MATERIAL FOR THE TASK section start

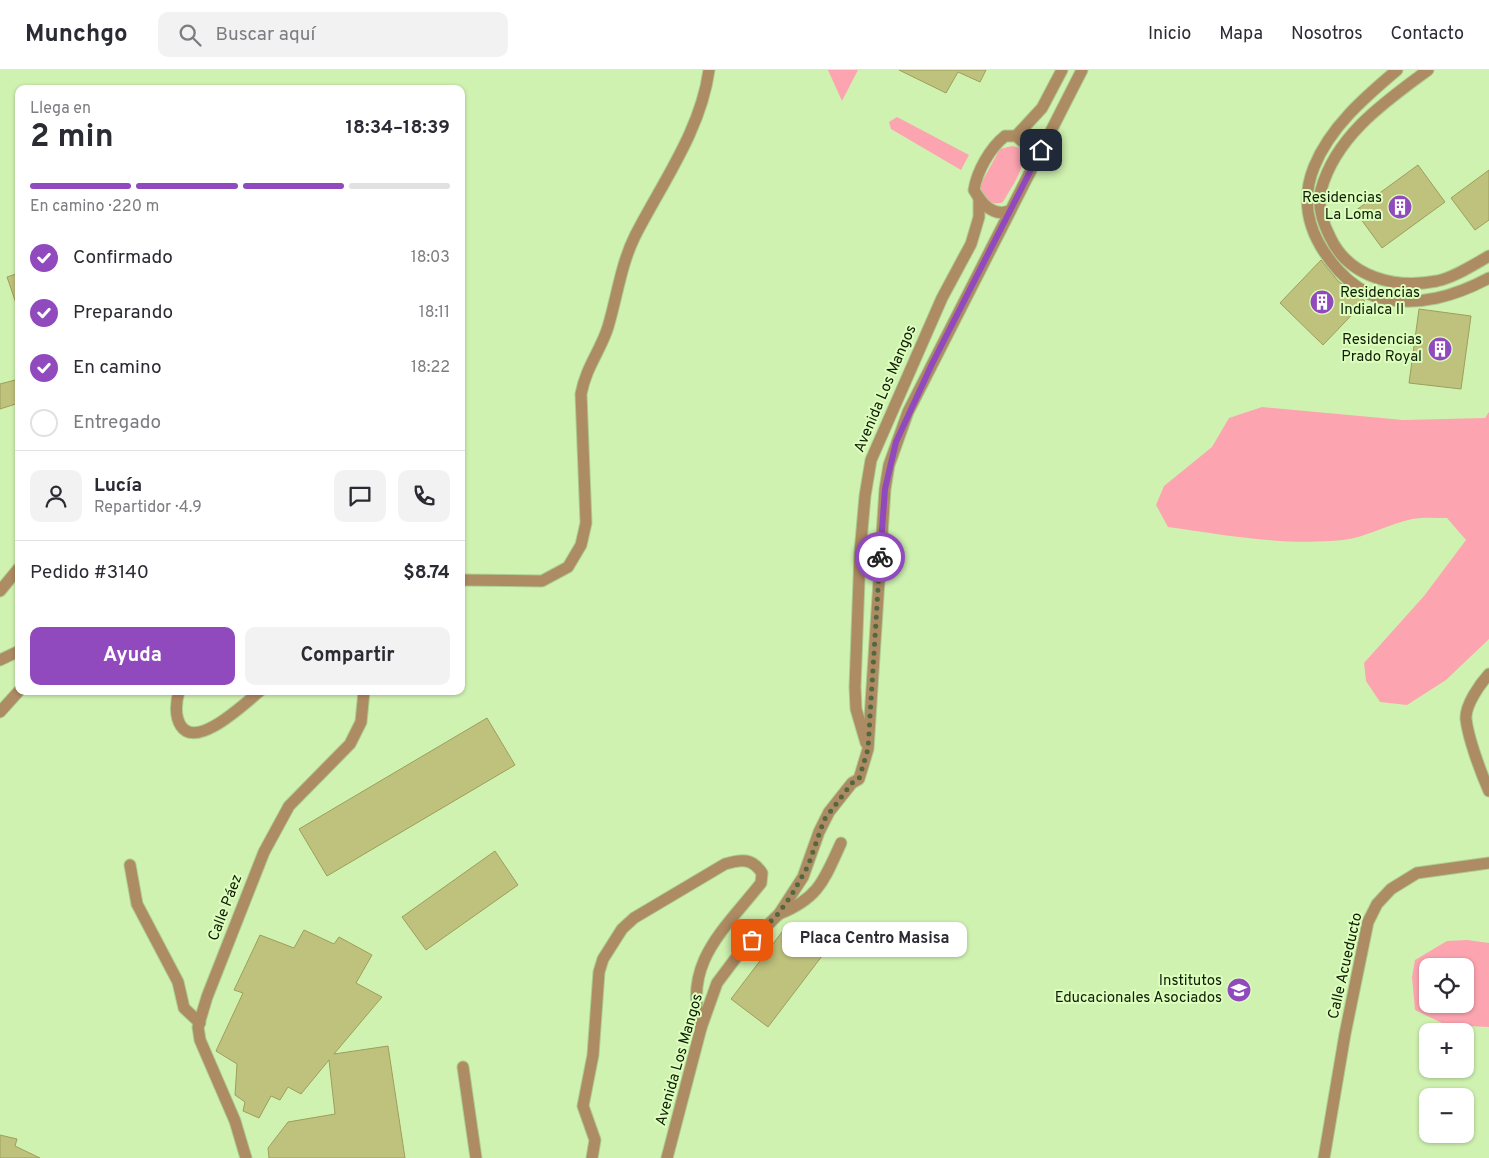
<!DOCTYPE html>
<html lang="es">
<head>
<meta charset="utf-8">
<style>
	:root { --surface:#fff; --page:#f2f2f3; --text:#2b2b33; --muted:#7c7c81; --line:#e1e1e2; --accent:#914abd }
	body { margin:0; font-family:Overpass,sans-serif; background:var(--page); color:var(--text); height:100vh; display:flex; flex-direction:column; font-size:19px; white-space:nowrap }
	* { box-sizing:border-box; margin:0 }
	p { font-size:16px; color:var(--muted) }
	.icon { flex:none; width:28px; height:28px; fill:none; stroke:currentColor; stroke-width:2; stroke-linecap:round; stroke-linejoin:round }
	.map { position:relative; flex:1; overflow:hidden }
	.panel { position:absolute; left:15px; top:15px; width:450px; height:610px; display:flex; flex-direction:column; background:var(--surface); border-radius:10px; box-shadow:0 1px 4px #0004 }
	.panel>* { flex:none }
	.controls { position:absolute; left:1419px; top:888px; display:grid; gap:10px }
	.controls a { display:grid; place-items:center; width:55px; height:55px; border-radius:10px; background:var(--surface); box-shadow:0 1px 4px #0004; font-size:25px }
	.pin { position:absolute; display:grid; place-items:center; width:42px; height:42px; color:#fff; margin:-21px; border-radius:10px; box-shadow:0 2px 8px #0006 }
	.courier { position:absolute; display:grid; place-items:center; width:50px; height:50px; margin:-25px; border:4px solid #914abd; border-radius:50%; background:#fff; color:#222; box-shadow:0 1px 6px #0007 }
	.bubble { position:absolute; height:35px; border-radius:10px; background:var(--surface); box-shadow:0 1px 4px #0004; font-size:16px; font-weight:700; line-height:35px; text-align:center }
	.head em { font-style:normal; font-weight:700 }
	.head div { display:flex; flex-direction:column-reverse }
	.head { display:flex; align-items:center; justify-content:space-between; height:85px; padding:0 15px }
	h1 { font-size:32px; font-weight:700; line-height:38px }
	.bar { display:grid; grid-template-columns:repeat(4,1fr); gap:8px 5px; align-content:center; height:60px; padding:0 15px }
	.bar i { height:6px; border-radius:4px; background:var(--line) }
	.bar .on { background:var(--accent) }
	.bar p { grid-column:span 4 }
	.line { display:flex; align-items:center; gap:12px; padding:0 15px; border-top:1px solid var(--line) }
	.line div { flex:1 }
	.round { display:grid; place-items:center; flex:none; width:52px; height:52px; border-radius:10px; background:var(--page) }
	ol { padding:0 15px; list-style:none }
	li { display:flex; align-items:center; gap:15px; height:55px }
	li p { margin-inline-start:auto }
	li .icon { padding:5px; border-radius:50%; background:var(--accent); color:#fff; stroke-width:4 }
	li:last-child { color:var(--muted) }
	li i { width:28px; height:28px; border:2px solid var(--line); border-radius:50% }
	.button { display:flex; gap:10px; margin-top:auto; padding:10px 15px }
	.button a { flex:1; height:58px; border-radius:10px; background:var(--accent); color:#fff; font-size:20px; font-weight:700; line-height:58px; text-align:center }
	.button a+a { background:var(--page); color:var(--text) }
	header { display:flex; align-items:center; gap:30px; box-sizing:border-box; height:70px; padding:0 25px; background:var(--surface); border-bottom:1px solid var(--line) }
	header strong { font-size:24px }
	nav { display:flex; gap:28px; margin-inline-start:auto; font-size:18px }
	.search { width:350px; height:45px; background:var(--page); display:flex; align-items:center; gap:12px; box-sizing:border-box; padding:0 18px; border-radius:10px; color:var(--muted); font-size:19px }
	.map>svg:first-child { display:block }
	.green { fill:#fca4b0; fill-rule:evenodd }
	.building { fill:#bfc27c; stroke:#9d9f5a }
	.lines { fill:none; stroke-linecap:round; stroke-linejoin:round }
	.street-casing { stroke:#adcb92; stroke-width:13 }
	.street { stroke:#ad8b63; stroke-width:11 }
	.done { stroke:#536741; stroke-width:5; stroke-dasharray:0 9 }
	.route { stroke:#914abd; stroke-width:6 }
	.labels { text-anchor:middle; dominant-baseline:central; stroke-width:4; stroke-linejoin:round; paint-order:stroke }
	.poi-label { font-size:15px; fill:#101c04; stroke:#ddffbe; text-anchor:end }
	.street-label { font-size:15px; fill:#101c04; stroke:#ddffbe }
</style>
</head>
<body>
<header>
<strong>Munchgo</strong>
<div class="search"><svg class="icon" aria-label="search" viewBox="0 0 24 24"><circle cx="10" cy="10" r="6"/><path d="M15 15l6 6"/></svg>Buscar aquí</div>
<nav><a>Inicio</a><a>Mapa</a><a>Nosotros</a><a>Contacto</a></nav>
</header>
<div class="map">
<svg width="1489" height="1088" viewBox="0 0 1489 1088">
	<rect width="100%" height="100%" fill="#d0f2b1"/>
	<g class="green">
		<polygon points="828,0 858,0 842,31"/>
		<polygon points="897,47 969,85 961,100 891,59 889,52"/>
		<path d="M1012,76L1020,78C1030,94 1011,117 1003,132C990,137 986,128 978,119L1000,79Z"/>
		<path d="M1262,337L1403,350L1485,348L1489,342V569L1446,610L1407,635L1380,632L1366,611L1364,593L1424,526L1466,470L1447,448C1436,448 1423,447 1412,449C1389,454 1367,467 1343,470C1284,476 1225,465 1168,457L1156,435L1164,416L1212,377L1229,348Z"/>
		<path d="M1467,870L1489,873V957L1446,955L1415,940L1412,907L1415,890L1447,871ZM1428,896H1465V934H1428Z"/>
	</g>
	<g class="building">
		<polygon points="899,0 986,0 980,12 958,2 946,23"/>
		<polygon points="1418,95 1445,132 1382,178 1355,141"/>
		<polygon points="1489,100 1489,150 1475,160 1451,128"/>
		<polygon points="1321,190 1338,211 1365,231 1323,275 1280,233"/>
		<polygon points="19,203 19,236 17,236 7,207"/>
		<polygon points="1419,239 1471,246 1461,319 1409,313"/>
		<polygon points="19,309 19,333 0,339 0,314"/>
		<polygon points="487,648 515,695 327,806 299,759"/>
		<polygon points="495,781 518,815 426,880 402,847"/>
		<polygon points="785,858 822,886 768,957 731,929"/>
		<polygon points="304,860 334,874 339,867 372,885 356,913 382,927 334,984 388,976 405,1088 269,1088 268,1078 288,1052 335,1044 329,990 301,1024 288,1017 280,1030 271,1026 259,1048 243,1041 245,1032 235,1025 237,994 216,981 243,923 234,920 260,865 294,878"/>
		<polygon points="0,1065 17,1069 15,1076 40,1088 0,1088"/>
	</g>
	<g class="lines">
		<defs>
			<g id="street">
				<path d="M1397,0C1365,27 1330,57 1314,97C1298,137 1312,171 1339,201C1349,212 1365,224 1380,228C1419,237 1455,226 1489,208"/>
				<path d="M1428,0C1386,31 1336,65 1321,120C1317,135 1323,153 1330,167C1349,208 1396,219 1437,211C1455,207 1473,195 1489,186"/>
				<polyline points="1016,66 1042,38 1062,0"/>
				<path d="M1009,141C993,147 982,134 974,120C977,101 990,78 1005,66H1016L1033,81L1041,80"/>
				<path d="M461,510L542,511L568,497L581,475L586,453L581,324C586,297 600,282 608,257C617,227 621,194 635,166C662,113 701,60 709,0"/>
				<polyline points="0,521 19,498"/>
				<polyline points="0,590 19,581"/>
				<path d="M1489,604C1480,614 1465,635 1466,649C1468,668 1481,703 1489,721"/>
				<path d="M179,621C176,632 174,645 181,656C197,680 245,633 260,621"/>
				<polyline points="0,642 19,621"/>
				<polyline points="866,673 856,639 855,617 860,483 865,426 871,390 942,228 971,174 979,147 979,128"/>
				<polyline points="130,795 137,834 178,912 184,938 200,953"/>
				<path d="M779,844C819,828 824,810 841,773"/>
				<polyline points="463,997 476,1088"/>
				<polyline points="246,1088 235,1051 200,970 198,957 207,927 264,782 289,736 350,674 361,652 364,621"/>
				<path d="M592,1088L595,1070L583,1036L593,985L599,902L603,889L622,859L634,848L725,794C742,789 752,788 762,803L761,813C724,860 682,893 701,958"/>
				<polyline points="667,1088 701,958 717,913 741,881 779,844 803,807 819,762 829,742 852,713 859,709 868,679 885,419 889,395 908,342 1082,0"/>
				<polyline points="1324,1088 1345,964 1368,852 1377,834 1391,819 1417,803 1489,793"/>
			</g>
		</defs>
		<use href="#street" class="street-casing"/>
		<use href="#street" class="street"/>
	</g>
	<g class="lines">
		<polyline class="done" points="752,870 778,844 791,826 808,796 824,750 852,713 859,709 868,679 880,487"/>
		<polyline class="route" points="880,487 885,419 896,372 932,294 1041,80"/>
	</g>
	<defs>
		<symbol id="building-disc" viewBox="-11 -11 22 22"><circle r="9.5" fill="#914abd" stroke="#ddffbe"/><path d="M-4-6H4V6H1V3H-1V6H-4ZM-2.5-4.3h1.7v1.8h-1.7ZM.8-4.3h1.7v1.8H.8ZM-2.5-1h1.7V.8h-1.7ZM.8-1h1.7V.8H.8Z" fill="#fff"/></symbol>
		<symbol id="school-disc" viewBox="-11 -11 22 22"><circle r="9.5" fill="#914abd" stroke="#ddffbe"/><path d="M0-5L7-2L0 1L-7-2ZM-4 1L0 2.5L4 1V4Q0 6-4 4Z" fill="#fff"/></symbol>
	</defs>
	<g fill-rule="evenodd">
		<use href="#building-disc" x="1386" y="123" width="28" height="28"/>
		<use href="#building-disc" x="1308" y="218" width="28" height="28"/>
		<use href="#building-disc" x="1426" y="265" width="28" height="28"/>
		<use href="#school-disc" x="1225" y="906" width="28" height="28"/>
	</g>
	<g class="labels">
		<g class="poi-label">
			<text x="1382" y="128">Residencias<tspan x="1382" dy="17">La Loma</tspan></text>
			<text x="1340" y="223" text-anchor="start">Residencias<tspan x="1340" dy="17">Indialca II</tspan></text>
			<text x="1422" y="270">Residencias<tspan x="1422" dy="17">Prado Royal</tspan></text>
			<text x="1222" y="911">Institutos<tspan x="1222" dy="17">Educacionales Asociados</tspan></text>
		</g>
		<g class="street-label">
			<text transform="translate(886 319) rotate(-67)">Avenida Los Mangos</text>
			<text transform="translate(226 838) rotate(-69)">Calle Páez</text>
			<text transform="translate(1346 896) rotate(-77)">Calle Acueducto</text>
			<text transform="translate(680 990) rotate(-74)">Avenida Los Mangos</text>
		</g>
	</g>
</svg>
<div class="controls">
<a><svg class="icon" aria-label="locate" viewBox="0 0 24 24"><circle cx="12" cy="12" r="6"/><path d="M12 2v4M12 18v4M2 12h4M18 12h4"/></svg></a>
<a>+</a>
<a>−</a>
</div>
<div class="pin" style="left:752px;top:870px;background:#ea580c"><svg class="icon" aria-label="bag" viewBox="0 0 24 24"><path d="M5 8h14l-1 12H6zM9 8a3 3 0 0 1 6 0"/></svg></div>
<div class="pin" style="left:1041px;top:80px;background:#1f2937"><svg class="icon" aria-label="home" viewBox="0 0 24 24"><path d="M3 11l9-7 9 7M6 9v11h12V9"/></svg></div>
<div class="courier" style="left:880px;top:487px"><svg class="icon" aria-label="bike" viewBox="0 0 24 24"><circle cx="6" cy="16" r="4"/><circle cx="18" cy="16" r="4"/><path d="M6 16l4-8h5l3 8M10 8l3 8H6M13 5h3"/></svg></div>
<div class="bubble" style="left:782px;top:852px;width:185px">Placa Centro Masisa</div>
<section class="panel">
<div class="head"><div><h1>2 min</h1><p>Llega en</p></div><em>18:34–18:39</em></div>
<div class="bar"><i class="on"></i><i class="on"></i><i class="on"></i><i></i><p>En camino · 220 m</p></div>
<ol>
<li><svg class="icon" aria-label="check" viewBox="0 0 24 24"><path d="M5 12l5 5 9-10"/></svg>Confirmado<p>18:03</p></li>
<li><svg class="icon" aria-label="check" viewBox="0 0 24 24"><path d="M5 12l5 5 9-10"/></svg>Preparando<p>18:11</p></li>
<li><svg class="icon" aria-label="check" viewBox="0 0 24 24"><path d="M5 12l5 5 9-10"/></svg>En camino<p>18:22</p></li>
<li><i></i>Entregado</li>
</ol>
<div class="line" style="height:90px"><a class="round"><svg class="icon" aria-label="person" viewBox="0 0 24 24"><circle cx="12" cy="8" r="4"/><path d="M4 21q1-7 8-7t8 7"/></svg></a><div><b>Lucía</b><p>Repartidor · 4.9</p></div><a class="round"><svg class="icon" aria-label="chat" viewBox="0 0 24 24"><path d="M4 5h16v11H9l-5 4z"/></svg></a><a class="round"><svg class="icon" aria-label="phone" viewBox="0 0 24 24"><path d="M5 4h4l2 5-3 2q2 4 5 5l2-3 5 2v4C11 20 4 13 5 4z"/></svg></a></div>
<div class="line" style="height:65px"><div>Pedido #3140</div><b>$8.74</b></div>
<div class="button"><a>Ayuda</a><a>Compartir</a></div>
</section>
</div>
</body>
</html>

MATERIAL FOR THE TASK section end

◆ DIRECTIONS ◆
What you return must match the lines from the top of the data through the line with "position:absolute; left:1419px; top:888px;" exactly, with the pictures removed.

◆ WRITTEN SOLUTION ◆
<!DOCTYPE html>
<html lang="es">
<head>
<meta charset="utf-8">
<style>
	:root { --surface:#fff; --page:#f2f2f3; --text:#2b2b33; --muted:#7c7c81; --line:#e1e1e2; --accent:#914abd }
	body { margin:0; font-family:Overpass,sans-serif; background:var(--page); color:var(--text); height:100vh; display:flex; flex-direction:column; font-size:19px; white-space:nowrap }
	* { box-sizing:border-box; margin:0 }
	p { font-size:16px; color:var(--muted) }
	.icon { flex:none; width:28px; height:28px; fill:none; stroke:currentColor; stroke-width:2; stroke-linecap:round; stroke-linejoin:round }
	.map { position:relative; flex:1; overflow:hidden }
	.panel { position:absolute; left:15px; top:15px; width:450px; height:610px; display:flex; flex-direction:column; background:var(--surface); border-radius:10px; box-shadow:0 1px 4px #0004 }
	.panel>* { flex:none }
	.controls { position:absolute; left:1419px; top:888px; display:grid; gap:10px }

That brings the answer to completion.